-- What is needed --
Every record below should be repeated exactly, with the pictures left out.

-- Provided information --
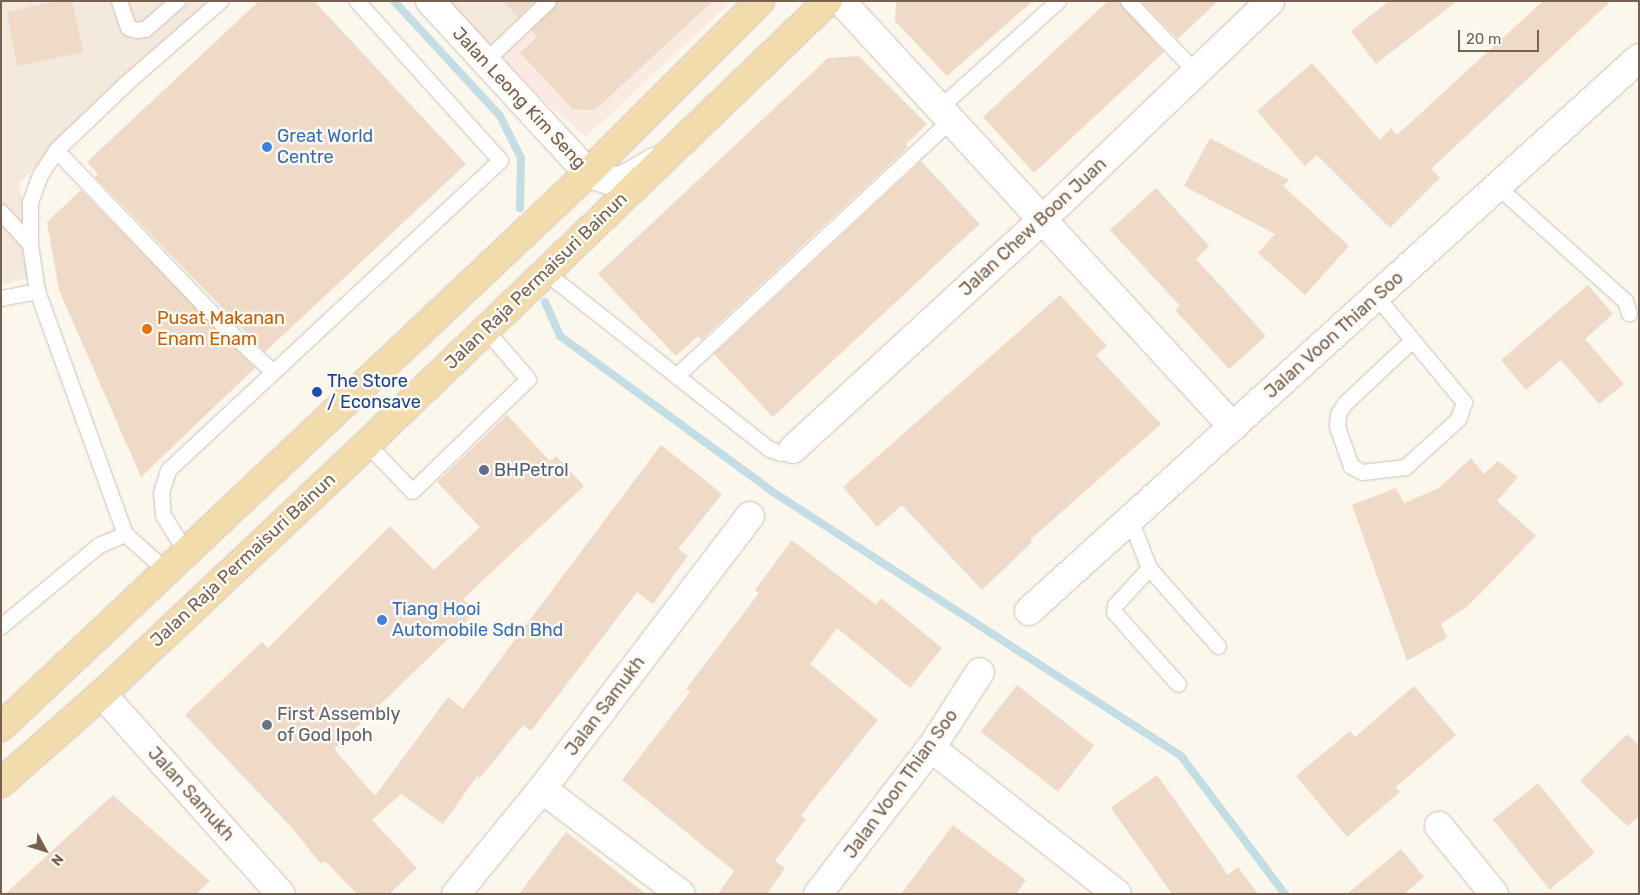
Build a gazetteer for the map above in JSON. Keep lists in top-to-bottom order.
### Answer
{
  "streets": {
    "main road": ["Jalan Raja Permaisuri Bainun"],
    "street": [
      "Jalan Leong Kim Seng",
      "Jalan Chew Boon Juan",
      "Jalan Voon Thian Soo",
      "Jalan Samukh"
    ]
  },
  "crossings": [
    ["Jalan Leong Kim Seng", "Jalan Raja Permaisuri Bainun"],
    ["Jalan Raja Permaisuri Bainun", "Jalan Samukh"]
  ],
  "places": [
    "Great World Centre",
    "Pusat Makanan Enam Enam",
    "The Store / Econsave",
    "BHPetrol",
    "Tiang Hooi Automobile Sdn Bhd",
    "First Assembly of God Ipoh"
  ],
  "scale_bar": "20 m",
  "north": "bottom right"
}
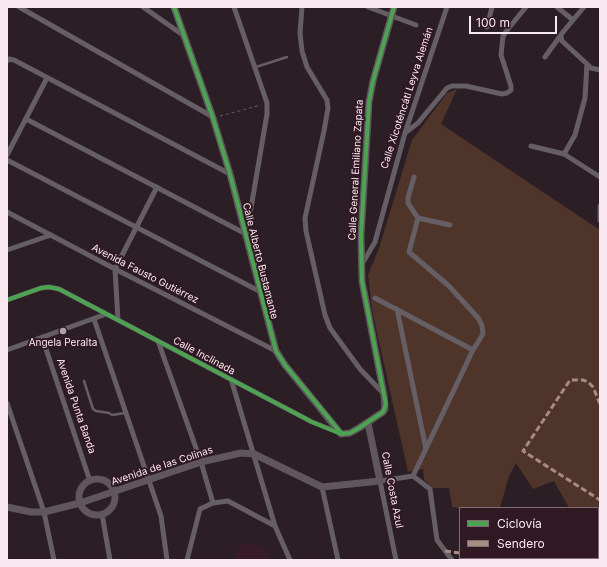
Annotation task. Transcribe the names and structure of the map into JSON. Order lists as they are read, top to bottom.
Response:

-- Written solution --
Build a gazetteer for the map above in JSON. Keep lists in top-to-bottom order.
### Answer
{
  "streets": {
    "main road": ["Jalan Raja Permaisuri Bainun"],
    "street": [
      "Jalan Leong Kim Seng",
      "Jalan Chew Boon Juan",
      "Jalan Voon Thian Soo",
      "Jalan Samukh"
    ]
  },
  "crossings": [
    ["Jalan Leong Kim Seng", "Jalan Raja Permaisuri Bainun"],
    ["Jalan Raja Permaisuri Bainun", "Jalan Samukh"]
  ],
  "places": [
    "Great World Centre",
    "Pusat Makanan Enam Enam",
    "The Store / Econsave",
    "BHPetrol",
    "Tiang Hooi Automobile Sdn Bhd",
    "First Assembly of God Ipoh"
  ],
  "scale_bar": "20 m",
  "north": "bottom right"
}
Annotation task. Transcribe the names and structure of the map into JSON. Order lists as they are read, top to bottom.
Response:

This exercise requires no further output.